Stored data:
######

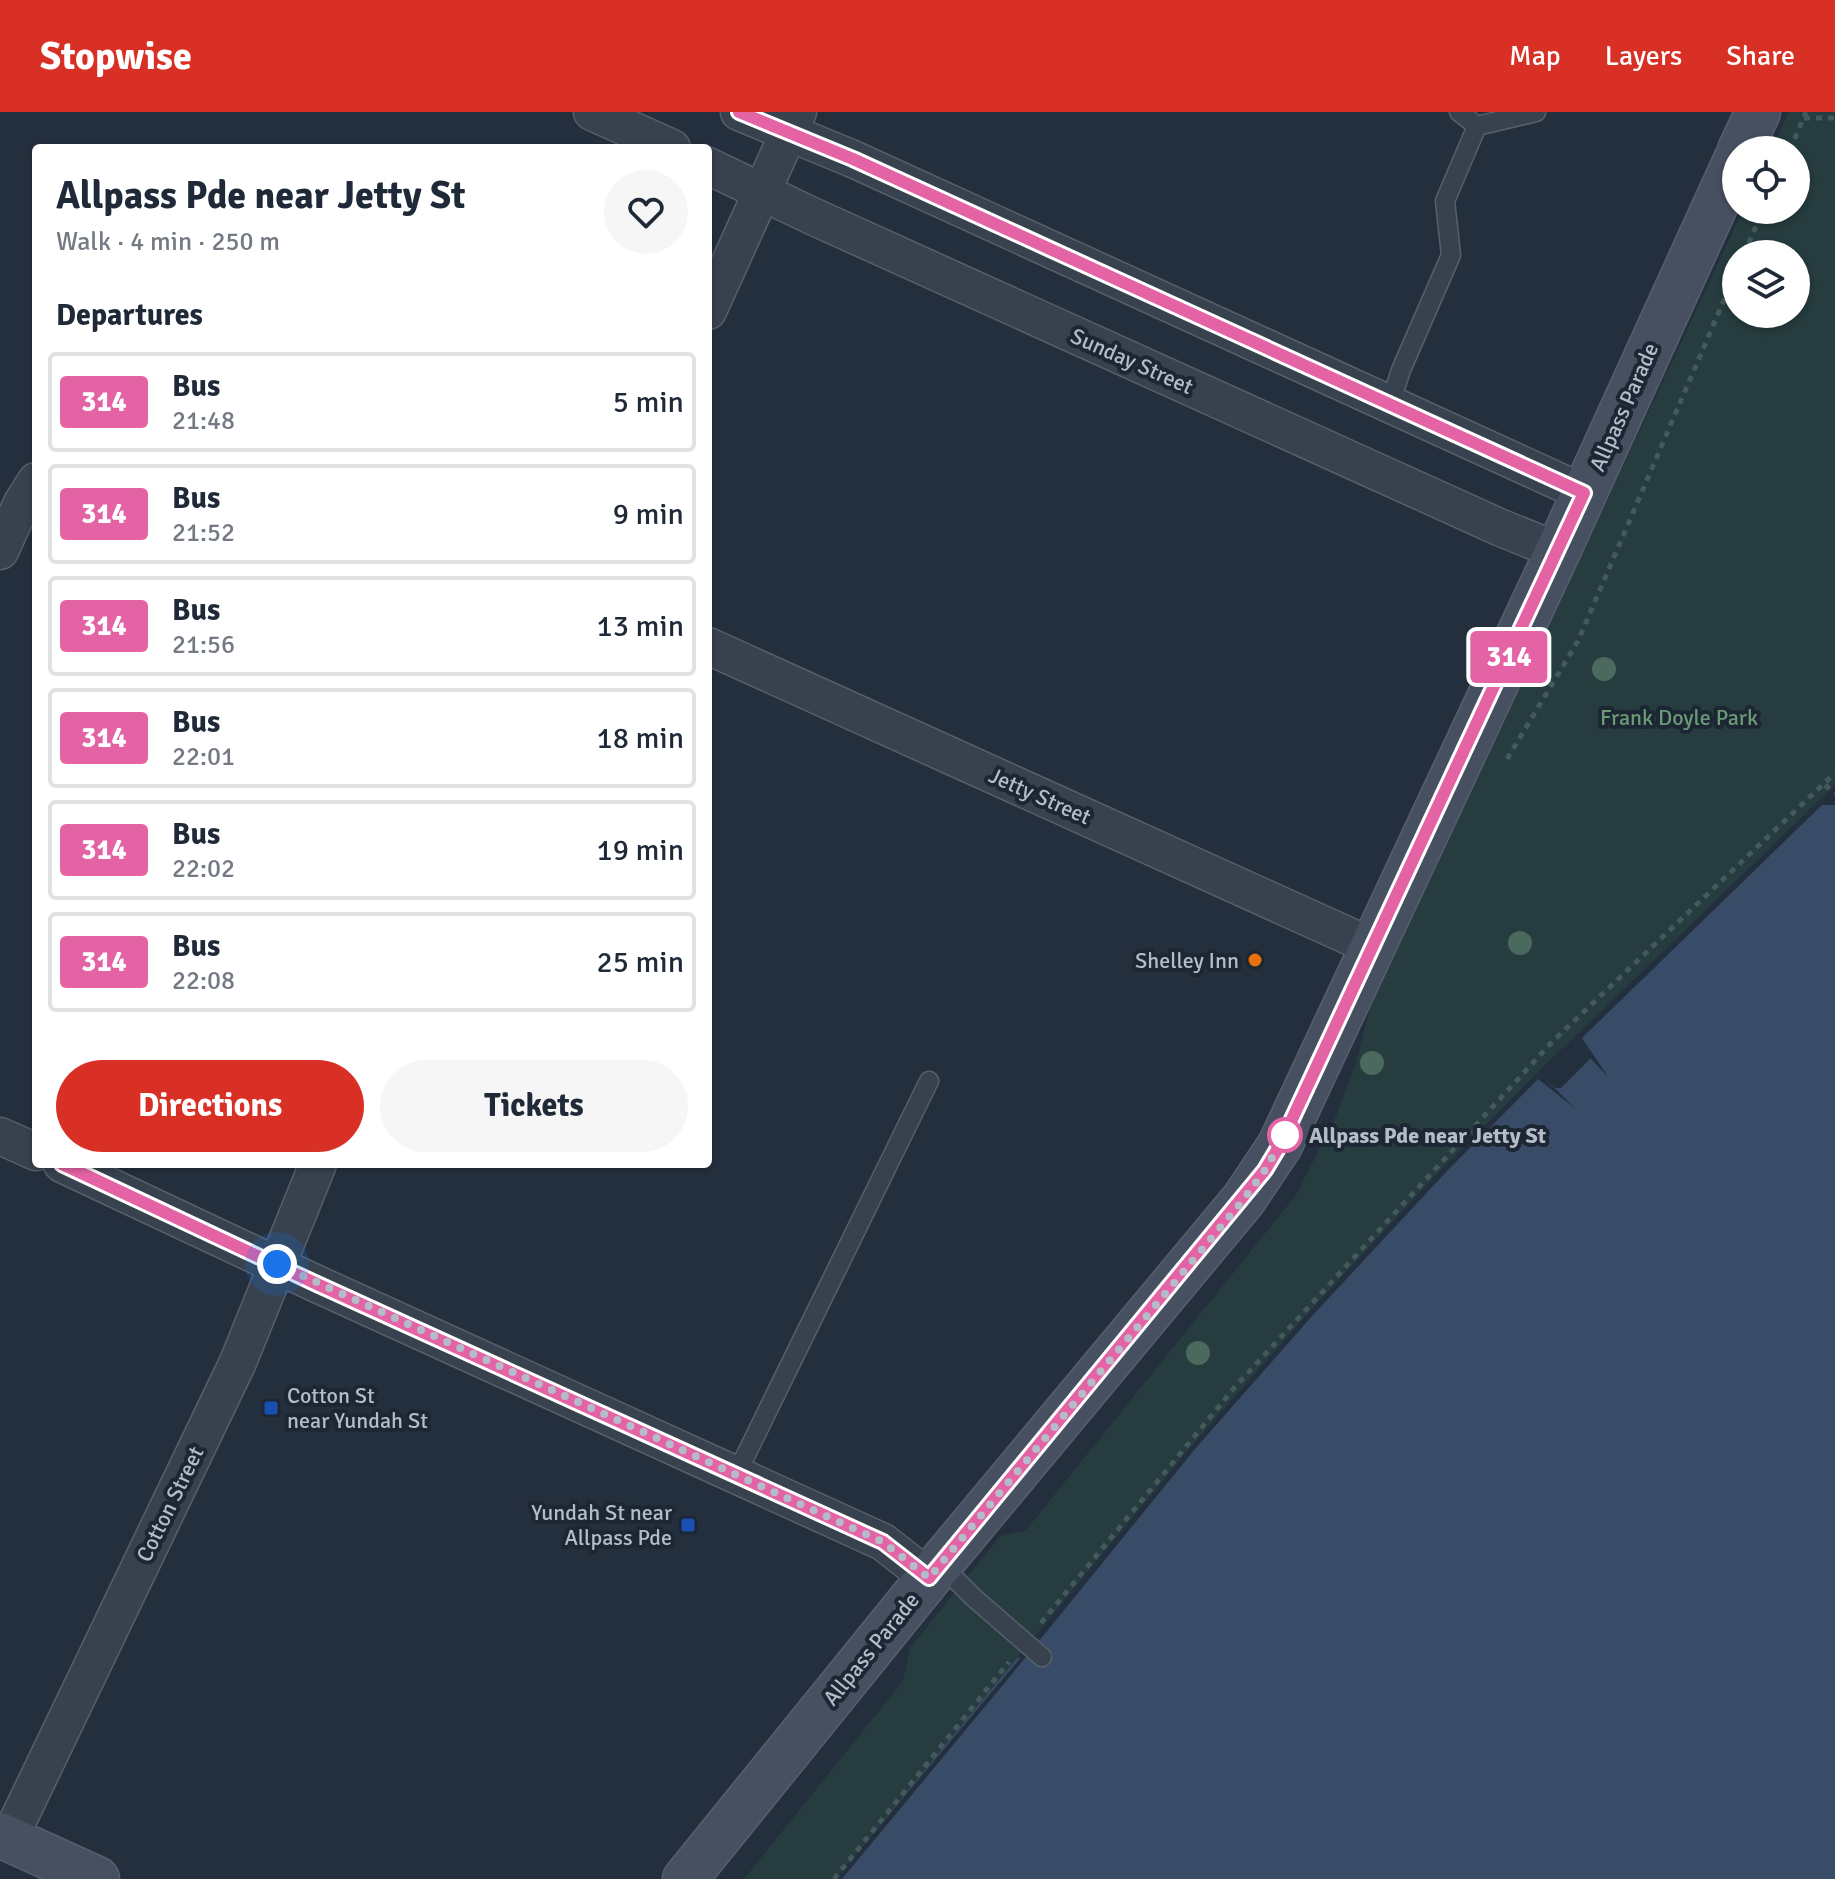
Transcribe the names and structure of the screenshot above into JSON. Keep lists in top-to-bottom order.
{
  "streets": {
    "street": [
      "Sunday Street",
      "Allpass Parade",
      "Jetty Street",
      "Cotton Street"
    ]
  },
  "crossings": [
    ["Sunday Street", "Allpass Parade"],
    ["Allpass Parade", "Jetty Street"]
  ],
  "parks": ["Frank Doyle Park"],
  "places": {
    "other": ["Shelley Inn", "Allpass Pde near Jetty St"],
    "transit": ["Cotton St near Yundah St", "Yundah St near Allpass Pde"]
  },
  "lines": ["bus line 314"],
  "page": {
    "header": "Stopwise",
    "nav": ["Map", "Layers", "Share"],
    "on_map": "314",
    "heading": [
      ["Allpass Pde near Jetty St", "Walk · 4 min · 250 m"],
      "Departures"
    ],
    "list": [
      {
        "mark": "314",
        "name": "Bus",
        "note": "21:48",
        "value": "5 min"
      },
      {
        "mark": "314",
        "name": "Bus",
        "note": "21:52",
        "value": "9 min"
      },
      {
        "mark": "314",
        "name": "Bus",
        "note": "21:56",
        "value": "13 min"
      },
      {
        "mark": "314",
        "name": "Bus",
        "note": "22:01",
        "value": "18 min"
      },
      {
        "mark": "314",
        "name": "Bus",
        "note": "22:02",
        "value": "19 min"
      },
      {
        "mark": "314",
        "name": "Bus",
        "note": "22:08",
        "value": "25 min"
      }
    ],
    "buttons": ["Directions", "Tickets"]
  }
}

######

#### [EXERCISE]
Copy each line of the records above that carries the word "note".

#### [ANSWER TO THIS EXERCISE]
        "note": "21:48",
        "note": "21:52",
        "note": "21:56",
        "note": "22:01",
        "note": "22:02",
        "note": "22:08",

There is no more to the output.